Sonnenblumen und Wunderbäume

Vielleicht werden die King Kong Sonnenblumen mit regelmäßiger Düngung ja tatsächlich 4 Meter hoch. Vorstellen kann ich es mir, denn sie schießen beständig in die Höhe, ohne bisher einen Blütenkopf angesetzt zu haben. Im Gegensatz zu den eher buschig wachsenden, die wir als Pflänzchen von der Nachbarin erhalten haben und die jetzt zwar deutlich niedriger sind, aber ihre ausgewachsenen Köpfe bereits nach dem Sonnenstand drehen.
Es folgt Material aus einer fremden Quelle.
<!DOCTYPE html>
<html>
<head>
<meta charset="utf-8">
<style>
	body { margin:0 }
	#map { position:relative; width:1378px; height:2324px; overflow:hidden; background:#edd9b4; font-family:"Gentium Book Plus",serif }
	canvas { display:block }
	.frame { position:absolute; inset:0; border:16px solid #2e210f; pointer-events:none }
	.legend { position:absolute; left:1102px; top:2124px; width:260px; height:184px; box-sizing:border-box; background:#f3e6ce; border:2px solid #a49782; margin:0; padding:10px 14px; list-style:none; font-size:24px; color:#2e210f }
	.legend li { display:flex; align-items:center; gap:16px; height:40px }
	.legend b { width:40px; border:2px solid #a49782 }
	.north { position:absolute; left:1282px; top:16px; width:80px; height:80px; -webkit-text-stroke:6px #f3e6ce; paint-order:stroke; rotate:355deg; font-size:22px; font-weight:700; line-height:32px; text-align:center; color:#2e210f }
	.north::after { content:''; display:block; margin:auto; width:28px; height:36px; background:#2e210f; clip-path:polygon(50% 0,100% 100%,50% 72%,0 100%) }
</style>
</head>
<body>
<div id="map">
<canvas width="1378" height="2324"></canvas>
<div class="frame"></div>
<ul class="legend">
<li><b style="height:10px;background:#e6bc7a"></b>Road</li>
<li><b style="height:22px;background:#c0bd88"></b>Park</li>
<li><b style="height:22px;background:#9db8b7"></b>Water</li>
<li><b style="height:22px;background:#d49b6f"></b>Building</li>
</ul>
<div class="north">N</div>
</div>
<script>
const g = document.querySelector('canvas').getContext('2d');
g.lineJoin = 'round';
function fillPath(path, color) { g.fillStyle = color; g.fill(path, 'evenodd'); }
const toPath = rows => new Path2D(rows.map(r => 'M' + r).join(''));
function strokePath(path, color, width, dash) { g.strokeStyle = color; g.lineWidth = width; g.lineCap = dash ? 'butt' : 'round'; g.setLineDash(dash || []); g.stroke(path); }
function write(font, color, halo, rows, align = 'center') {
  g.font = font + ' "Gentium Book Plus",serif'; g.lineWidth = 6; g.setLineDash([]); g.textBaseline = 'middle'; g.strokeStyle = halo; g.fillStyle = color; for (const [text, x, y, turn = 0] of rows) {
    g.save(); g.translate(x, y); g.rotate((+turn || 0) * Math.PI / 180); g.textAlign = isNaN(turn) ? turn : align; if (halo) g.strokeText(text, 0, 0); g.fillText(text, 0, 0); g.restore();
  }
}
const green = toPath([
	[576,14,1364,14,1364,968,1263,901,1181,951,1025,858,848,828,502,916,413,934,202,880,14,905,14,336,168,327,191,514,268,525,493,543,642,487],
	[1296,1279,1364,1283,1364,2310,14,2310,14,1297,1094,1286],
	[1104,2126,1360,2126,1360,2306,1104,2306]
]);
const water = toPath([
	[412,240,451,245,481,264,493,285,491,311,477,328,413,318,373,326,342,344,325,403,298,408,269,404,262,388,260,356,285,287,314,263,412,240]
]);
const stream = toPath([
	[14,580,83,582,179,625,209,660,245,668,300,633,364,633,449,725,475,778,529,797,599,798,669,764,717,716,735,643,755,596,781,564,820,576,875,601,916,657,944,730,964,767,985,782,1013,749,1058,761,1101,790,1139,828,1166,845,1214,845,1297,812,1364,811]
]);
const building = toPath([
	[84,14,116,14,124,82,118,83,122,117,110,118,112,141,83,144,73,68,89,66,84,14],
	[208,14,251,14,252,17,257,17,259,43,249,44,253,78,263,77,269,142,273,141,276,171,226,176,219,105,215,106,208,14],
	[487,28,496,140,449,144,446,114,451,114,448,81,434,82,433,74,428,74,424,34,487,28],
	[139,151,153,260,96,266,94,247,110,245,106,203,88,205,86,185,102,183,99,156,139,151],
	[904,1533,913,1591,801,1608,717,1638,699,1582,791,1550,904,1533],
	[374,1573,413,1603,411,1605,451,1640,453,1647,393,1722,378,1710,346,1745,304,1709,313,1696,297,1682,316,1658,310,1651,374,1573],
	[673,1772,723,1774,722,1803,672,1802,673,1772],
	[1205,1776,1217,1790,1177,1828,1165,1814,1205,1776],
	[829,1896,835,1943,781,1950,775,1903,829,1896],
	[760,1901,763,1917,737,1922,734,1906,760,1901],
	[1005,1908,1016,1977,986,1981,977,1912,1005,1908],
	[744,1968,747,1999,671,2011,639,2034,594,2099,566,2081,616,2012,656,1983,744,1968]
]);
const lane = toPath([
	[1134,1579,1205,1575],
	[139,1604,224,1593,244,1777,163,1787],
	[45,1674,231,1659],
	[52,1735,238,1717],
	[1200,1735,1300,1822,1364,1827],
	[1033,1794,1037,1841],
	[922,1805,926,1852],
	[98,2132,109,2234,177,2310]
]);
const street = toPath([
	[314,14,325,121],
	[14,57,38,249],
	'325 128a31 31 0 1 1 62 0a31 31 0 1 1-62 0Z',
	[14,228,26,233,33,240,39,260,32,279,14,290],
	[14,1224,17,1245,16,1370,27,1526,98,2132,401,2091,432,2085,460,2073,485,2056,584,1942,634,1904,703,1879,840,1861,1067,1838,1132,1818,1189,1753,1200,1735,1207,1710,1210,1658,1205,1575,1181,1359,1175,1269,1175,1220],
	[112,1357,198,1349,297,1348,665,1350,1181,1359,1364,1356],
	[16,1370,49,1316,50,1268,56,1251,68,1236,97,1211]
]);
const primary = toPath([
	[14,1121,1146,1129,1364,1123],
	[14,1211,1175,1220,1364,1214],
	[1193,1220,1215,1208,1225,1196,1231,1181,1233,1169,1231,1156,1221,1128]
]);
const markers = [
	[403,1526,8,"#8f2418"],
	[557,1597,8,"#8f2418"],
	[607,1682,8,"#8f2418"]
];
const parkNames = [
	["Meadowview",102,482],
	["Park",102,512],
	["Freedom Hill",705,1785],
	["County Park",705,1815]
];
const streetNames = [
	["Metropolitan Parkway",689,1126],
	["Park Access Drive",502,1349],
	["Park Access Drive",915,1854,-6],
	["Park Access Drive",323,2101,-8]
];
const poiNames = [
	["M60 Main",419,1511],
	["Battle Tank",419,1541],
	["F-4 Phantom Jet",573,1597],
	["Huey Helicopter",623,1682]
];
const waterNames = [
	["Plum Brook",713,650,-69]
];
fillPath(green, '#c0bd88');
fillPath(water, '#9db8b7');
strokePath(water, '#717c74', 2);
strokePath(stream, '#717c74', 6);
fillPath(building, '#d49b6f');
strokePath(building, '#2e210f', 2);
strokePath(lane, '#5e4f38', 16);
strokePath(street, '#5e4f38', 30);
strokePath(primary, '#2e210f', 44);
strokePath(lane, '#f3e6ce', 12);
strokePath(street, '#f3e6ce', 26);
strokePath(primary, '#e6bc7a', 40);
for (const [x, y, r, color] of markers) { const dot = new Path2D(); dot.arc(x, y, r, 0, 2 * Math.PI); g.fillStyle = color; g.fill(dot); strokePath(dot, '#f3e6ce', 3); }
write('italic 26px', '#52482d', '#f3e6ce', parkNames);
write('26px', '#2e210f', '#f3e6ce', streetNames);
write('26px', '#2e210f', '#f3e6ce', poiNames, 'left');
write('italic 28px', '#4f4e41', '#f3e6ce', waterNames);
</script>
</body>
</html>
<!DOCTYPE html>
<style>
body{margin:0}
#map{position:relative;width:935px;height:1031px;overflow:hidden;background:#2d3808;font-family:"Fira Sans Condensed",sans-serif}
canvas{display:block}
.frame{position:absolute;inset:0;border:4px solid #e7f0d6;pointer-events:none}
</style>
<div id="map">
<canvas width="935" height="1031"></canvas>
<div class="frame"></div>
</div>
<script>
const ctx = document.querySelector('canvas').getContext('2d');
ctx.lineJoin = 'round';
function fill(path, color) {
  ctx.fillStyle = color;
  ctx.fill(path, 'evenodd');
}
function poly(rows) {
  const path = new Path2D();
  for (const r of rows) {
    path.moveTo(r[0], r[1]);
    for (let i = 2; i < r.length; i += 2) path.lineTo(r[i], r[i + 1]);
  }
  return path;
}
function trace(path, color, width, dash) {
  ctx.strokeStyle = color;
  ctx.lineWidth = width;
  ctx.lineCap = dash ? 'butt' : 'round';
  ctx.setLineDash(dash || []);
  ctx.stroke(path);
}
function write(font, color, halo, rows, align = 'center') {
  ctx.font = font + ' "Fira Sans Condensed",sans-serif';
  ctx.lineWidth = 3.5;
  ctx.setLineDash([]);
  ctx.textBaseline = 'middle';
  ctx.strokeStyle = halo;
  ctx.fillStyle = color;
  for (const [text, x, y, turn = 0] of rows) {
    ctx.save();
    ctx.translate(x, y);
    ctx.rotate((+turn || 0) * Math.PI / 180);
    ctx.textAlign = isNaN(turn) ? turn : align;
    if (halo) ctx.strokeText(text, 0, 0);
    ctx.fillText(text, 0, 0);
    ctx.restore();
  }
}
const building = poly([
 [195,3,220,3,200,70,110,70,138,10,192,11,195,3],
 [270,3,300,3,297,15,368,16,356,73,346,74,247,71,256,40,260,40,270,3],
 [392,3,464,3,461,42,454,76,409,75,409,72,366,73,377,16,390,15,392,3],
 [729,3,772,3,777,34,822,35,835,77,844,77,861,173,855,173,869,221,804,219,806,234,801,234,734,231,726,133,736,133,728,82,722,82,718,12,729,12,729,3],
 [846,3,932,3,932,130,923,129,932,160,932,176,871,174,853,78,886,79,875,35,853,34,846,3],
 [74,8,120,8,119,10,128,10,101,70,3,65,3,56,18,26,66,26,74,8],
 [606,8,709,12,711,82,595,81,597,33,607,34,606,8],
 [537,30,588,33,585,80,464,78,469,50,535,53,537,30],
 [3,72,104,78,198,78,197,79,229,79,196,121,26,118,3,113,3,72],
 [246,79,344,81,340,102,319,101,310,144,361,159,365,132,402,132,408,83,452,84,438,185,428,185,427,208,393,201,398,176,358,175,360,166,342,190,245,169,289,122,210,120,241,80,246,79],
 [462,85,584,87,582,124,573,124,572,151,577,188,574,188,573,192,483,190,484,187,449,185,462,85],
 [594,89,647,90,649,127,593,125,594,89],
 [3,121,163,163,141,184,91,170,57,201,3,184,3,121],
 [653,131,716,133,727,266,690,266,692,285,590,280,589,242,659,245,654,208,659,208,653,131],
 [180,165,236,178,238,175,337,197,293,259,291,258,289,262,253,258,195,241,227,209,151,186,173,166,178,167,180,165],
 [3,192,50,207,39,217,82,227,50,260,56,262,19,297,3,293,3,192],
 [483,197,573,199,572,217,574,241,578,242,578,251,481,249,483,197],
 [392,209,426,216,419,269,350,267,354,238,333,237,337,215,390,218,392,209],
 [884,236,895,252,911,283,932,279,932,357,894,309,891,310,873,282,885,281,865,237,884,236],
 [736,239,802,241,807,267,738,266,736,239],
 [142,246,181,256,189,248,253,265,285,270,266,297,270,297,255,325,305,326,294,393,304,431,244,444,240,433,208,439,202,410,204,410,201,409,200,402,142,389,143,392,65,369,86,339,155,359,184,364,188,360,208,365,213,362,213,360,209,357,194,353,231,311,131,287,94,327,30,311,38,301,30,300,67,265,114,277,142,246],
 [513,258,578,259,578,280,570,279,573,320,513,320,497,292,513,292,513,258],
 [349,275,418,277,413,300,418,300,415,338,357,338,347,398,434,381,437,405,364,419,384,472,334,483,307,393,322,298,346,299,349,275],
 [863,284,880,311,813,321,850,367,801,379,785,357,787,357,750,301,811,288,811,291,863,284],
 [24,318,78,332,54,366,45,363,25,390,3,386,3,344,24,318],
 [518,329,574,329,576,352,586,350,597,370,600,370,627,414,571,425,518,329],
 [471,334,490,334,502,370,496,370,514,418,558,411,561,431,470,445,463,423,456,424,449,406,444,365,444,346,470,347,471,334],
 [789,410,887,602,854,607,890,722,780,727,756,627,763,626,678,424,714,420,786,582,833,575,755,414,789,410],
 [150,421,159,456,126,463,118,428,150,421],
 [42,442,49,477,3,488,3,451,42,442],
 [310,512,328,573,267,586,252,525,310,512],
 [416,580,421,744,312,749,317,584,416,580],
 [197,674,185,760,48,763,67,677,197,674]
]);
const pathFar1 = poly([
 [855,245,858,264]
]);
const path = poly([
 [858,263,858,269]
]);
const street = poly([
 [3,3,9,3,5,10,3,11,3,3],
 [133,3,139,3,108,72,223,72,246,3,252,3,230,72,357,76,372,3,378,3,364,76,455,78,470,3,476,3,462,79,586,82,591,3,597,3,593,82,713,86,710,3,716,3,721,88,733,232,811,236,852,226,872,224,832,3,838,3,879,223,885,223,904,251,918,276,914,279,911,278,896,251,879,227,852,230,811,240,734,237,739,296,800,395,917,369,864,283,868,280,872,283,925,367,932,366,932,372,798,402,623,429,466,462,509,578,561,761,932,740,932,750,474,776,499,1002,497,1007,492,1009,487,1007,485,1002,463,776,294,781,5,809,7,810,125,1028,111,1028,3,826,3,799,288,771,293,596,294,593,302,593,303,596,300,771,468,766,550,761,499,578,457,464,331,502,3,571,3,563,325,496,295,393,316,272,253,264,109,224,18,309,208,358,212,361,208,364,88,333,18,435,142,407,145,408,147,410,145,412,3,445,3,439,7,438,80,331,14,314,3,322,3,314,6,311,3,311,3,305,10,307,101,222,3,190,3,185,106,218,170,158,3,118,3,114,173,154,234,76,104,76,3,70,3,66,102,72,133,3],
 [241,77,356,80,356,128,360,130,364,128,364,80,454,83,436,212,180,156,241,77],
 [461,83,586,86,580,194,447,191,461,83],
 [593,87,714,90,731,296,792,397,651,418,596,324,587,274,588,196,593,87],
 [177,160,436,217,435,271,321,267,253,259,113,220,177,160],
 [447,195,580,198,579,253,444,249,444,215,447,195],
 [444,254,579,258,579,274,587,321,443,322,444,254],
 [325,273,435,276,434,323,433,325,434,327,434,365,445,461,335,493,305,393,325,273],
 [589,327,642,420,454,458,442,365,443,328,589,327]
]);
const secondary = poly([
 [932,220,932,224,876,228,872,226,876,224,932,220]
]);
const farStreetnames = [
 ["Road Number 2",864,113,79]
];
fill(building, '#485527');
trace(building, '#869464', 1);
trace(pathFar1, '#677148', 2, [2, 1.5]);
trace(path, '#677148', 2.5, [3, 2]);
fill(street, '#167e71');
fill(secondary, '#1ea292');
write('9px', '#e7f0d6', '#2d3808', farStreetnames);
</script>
Die Rizinus-Stauden tuen sich das noch schwerer, allerdings haben wir sie auch später erst gesät. Riesige Blätter haben sie jetzt schon, aber sie sind noch nicht sehr weit hoch gewachsen. Die am weitesten fortgeschrittene unter den drei, die wir aus den Samen heranziehen konnten, zeigt erstaunlicherweise jetzt schon einen deutlich erkennbaren Blütenstand. Die ganze Pflanze hat trotz ihres jugendlichen Alters bereits eine ausdrucksstarke Präsenz, aus der heraus man sich den ausgewachsenen Zustand des „Wunderbaums“ sehr gut vorstellen kann. Vermutlich werden sie den Sonnenblumen, mit denen sie in einer Reihe stehen in nichts nachstehen. Im August können wir sicher die beiden Arten gemeinsam betrachten. Dann werden sie einen deutlichen Sichtschutz zu den Nachbargeländen bilden und die Außengrenzen des Gartens mit ihren raumgreifenden Formen beherrschen.